Linguists agree that all languages are valuable, expressive, and complex. They attribute negative attitudes toward certain languages to prejudice and politics, which might explain why the question of which languages are perceived as beautiful or ugly has been largely unexplored.
That changed when three scholars—Andrey Anikin, Nikolay Aseyev, and Niklas Erben Johansson—published a study of 228 languages last year. They utilized an online film about the life of Jesus, which is available in hundreds of languages and features multiple speakers per language due to its combination of exposition and dialogue. The researchers recruited 820 participants from three language groups—Chinese, English, and Semitic (Arabic, Hebrew, and Maltese speakers)—to rate the attractiveness of different language clips.
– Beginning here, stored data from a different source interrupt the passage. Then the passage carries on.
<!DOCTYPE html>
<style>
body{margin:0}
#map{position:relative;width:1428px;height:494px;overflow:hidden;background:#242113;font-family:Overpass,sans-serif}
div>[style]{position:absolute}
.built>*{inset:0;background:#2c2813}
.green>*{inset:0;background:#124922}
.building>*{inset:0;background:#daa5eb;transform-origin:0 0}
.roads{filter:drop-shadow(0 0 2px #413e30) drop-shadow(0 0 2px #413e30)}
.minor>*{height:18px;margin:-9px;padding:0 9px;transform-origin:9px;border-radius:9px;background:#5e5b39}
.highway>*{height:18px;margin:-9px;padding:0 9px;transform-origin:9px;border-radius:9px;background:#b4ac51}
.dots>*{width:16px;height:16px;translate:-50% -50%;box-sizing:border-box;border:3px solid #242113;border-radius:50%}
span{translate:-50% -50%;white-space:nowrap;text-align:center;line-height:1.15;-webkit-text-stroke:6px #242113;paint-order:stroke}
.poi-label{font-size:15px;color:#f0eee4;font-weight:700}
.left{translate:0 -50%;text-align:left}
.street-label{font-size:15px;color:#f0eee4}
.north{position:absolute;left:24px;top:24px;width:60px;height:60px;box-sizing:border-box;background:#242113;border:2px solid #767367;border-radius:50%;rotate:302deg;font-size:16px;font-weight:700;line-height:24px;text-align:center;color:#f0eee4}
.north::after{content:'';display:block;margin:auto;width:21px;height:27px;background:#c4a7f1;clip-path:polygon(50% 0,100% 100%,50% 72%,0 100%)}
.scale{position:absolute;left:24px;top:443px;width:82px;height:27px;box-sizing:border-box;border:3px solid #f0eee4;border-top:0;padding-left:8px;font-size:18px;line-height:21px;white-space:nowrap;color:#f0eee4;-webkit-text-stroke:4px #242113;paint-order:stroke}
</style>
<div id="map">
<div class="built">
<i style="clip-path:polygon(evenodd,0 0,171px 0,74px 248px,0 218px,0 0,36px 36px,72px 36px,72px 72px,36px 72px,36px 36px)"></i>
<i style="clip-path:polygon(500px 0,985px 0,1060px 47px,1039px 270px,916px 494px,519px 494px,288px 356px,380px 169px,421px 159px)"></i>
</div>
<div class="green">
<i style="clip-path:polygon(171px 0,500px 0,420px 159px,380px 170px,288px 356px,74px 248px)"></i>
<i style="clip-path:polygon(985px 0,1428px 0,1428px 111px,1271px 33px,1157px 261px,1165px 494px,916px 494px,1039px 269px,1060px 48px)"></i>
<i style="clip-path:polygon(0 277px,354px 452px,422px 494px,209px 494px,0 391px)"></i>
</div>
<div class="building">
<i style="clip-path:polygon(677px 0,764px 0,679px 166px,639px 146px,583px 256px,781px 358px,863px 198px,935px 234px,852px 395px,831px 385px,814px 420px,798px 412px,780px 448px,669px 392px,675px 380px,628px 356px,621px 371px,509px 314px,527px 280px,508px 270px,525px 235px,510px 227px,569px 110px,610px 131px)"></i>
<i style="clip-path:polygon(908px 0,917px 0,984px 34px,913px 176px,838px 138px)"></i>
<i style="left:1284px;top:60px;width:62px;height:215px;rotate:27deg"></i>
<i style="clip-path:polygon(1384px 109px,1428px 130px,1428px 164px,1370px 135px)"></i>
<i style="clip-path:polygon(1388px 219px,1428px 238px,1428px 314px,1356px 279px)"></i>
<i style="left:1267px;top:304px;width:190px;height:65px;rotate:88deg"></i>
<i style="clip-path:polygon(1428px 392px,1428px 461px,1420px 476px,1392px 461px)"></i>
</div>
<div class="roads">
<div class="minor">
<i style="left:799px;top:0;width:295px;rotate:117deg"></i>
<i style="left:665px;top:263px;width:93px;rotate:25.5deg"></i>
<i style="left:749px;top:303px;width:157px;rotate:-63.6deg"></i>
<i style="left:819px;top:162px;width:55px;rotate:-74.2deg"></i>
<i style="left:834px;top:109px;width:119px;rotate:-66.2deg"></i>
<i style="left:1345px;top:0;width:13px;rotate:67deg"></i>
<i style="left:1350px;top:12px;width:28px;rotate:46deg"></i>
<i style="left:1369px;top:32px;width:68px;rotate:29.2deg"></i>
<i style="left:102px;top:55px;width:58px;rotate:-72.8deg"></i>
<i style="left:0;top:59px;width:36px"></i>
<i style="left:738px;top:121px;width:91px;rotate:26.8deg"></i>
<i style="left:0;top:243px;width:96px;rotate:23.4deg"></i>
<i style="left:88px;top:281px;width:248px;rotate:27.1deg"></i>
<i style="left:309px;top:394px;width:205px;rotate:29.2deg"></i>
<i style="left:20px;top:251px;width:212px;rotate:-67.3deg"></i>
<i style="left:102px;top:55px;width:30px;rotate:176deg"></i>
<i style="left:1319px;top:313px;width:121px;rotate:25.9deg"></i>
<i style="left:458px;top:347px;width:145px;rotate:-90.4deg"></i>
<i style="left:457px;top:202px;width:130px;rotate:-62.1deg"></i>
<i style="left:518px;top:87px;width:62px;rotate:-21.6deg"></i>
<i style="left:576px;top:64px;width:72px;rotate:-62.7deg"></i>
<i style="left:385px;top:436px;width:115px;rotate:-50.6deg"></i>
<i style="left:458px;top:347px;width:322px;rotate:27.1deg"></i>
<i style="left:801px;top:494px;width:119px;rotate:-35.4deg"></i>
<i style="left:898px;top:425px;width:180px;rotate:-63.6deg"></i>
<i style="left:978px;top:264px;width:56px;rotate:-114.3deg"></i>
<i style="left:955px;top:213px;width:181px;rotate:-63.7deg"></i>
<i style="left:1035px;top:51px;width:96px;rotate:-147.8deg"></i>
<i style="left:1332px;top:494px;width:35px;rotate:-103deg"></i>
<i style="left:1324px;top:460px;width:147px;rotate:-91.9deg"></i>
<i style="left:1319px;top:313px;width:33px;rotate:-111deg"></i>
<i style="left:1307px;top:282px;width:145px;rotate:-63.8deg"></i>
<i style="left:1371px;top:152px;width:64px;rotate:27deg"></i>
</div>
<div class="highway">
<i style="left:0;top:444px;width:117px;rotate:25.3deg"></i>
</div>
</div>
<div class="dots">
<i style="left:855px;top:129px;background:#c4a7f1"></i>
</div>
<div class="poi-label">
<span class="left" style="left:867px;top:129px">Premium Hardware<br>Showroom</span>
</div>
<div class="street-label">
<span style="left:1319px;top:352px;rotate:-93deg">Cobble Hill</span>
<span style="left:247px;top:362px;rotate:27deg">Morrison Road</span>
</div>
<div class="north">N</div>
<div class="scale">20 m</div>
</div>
Their findings revealed that nearly all 228 languages were rated remarkably similarly when certain factors were controlled. On a scale from 1 to 100, all languages scored between 37 and 43, with most clustering between 39 and 42. Surprisingly, Tok Pisin, an English creole spoken in Papua New Guinea, received the highest ratings, while Chechen received the lowest. Despite this, the differences in ratings were so minimal, and the variation among individual raters so significant, that crowning Tok Pisin as the world's most beautiful language would be unfounded.
Several factors influenced the ratings, though these seemed unrelated to the intrinsic qualities of the languages. Familiarity with a language boosted its attractiveness score by 12% on average. Regional biases were also evident. Chinese raters, for example, favored languages they believed to be from the Americas or Europe and rated those they thought were from sub-Saharan Africa lower. However, these biases disappeared when raters were unfamiliar with the languages.
Other extrinsic factors included a strong preference for female voices and a weaker preference for deeper and breathier voices. The researchers could not identify any inherent phonetic features, such as nasal vowels or fricative consonants, that were consistently rated as beautiful. A slight dislike for tonal languages, which use pitch to distinguish words, was the only statistically significant finding. Even Chinese participants slightly disliked tonal languages, despite Chinese being a tonal language.
Dr. Johansson pointed out some unanswered questions. The team lacked information about which sounds tend to appear together, a feature that was beyond their ability to measure. Prosody, or the rhythm of a language, was also not analyzed. Additionally, with only five speakers per language, the presence of particularly attractive or unattractive voices could easily skew the ratings.
The use of scripted audio materials meant that raters heard the same part of the film in each language, ensuring consistent meaning. However, spontaneous, natural speech might have produced different impressions. It suggests that people might like or dislike not the sound inventory of a language, but the way its speakers use it. If so, the attractiveness of a language could be more closely tied to its speakers’ culture than to the language itself.
While negative results in experiments often go unnoticed, this study is both interesting and reassuring, as it challenges people's instincts and underscores the fundamental phonetic and aesthetic unity of world languages.